┌─ Input for this task

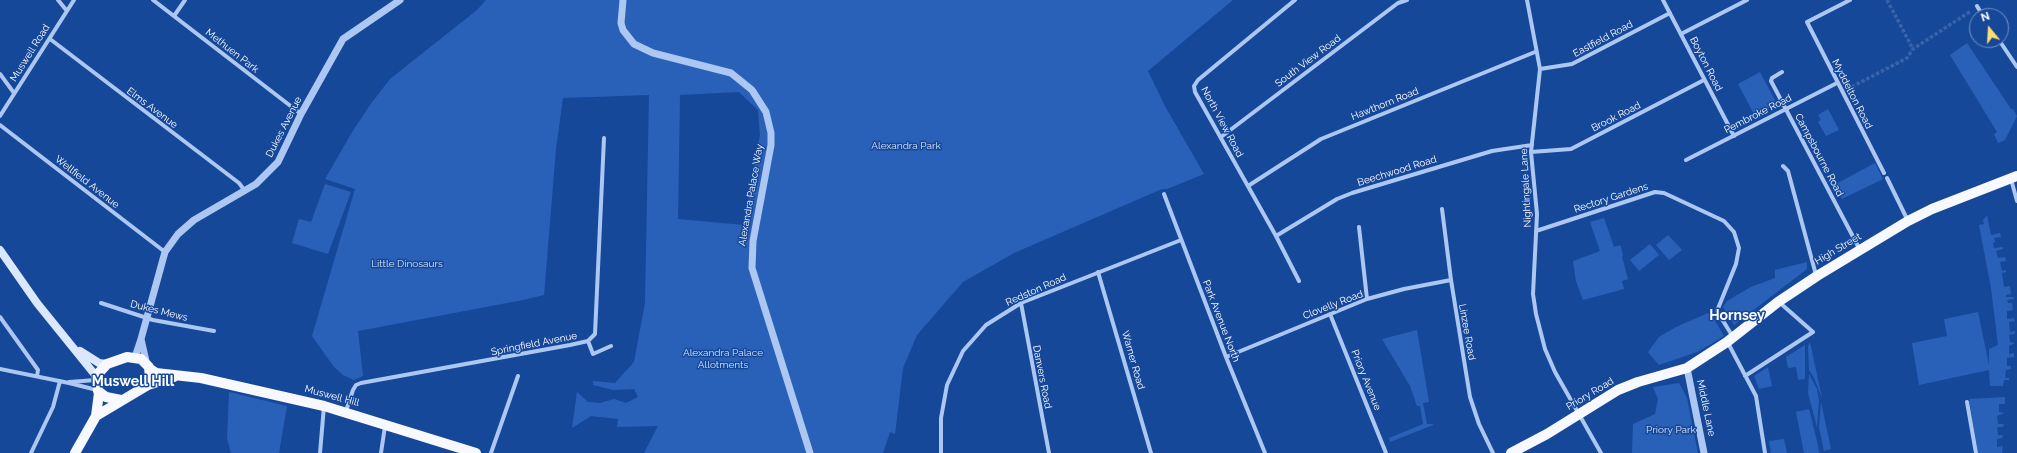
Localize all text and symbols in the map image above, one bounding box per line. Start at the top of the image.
north arrow [1969,8,2009,48]
text: N [1979,10,1991,25]
street label: Eastfield Road [1571,18,1635,60]
street label: Muswell Road [8,22,52,84]
street label: Methuen Park [203,26,261,76]
street label: South View Road [1273,32,1343,90]
street label: Boyton Road [1687,35,1725,93]
street label: Myddelton Road [1829,57,1875,131]
street label: Elms Avenue [124,85,180,131]
street label: North View Road [1198,85,1246,159]
street label: Hawthorn Road [1349,85,1421,123]
street label: Pembroke Road [1722,92,1794,136]
street label: Dukes Avenue [264,95,304,159]
street label: Brook Road [1589,99,1643,135]
street label: Campsbourne Road [1792,111,1846,199]
park label: Alexandra Park [871,140,941,152]
street label: Alexandra Palace Way [736,143,766,247]
street label: Nightingale Lane [1518,148,1534,228]
street label: Wellfield Avenue [52,153,122,211]
street label: Beechwood Road [1356,153,1438,189]
street label: Rectory Gardens [1572,180,1650,216]
street label: High Street [1813,231,1863,267]
park label: Little Dinosaurs [371,258,443,270]
street label: Redston Road [1004,271,1068,309]
street label: Park Avenue North [1200,278,1242,364]
street label: Clovelly Road [1301,288,1365,322]
street label: Dukes Mews [129,298,189,324]
street label: Linzee Road [1456,303,1478,361]
district label: Hornsey [1709,308,1765,324]
street label: Warner Road [1119,329,1147,391]
street label: Springfield Avenue [490,330,578,358]
street label: Danvers Road [1030,344,1054,410]
park label: Alexandra Palace Allotments [683,347,763,370]
street label: Priory Avenue [1348,348,1384,412]
district label: Muswell Hill [92,374,174,390]
street label: Priory Road [1564,375,1616,413]
street label: Middle Lane [1694,379,1718,437]
street label: Muswell Hill [303,383,361,409]
park label: Priory Park [1646,424,1696,436]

└─

What the task asks: Extract each line from the entries above that contains the string "Alexandra".

Solution to this problem:
park label: Alexandra Park [871,140,941,152]
street label: Alexandra Palace Way [736,143,766,247]
park label: Alexandra Palace Allotments [683,347,763,370]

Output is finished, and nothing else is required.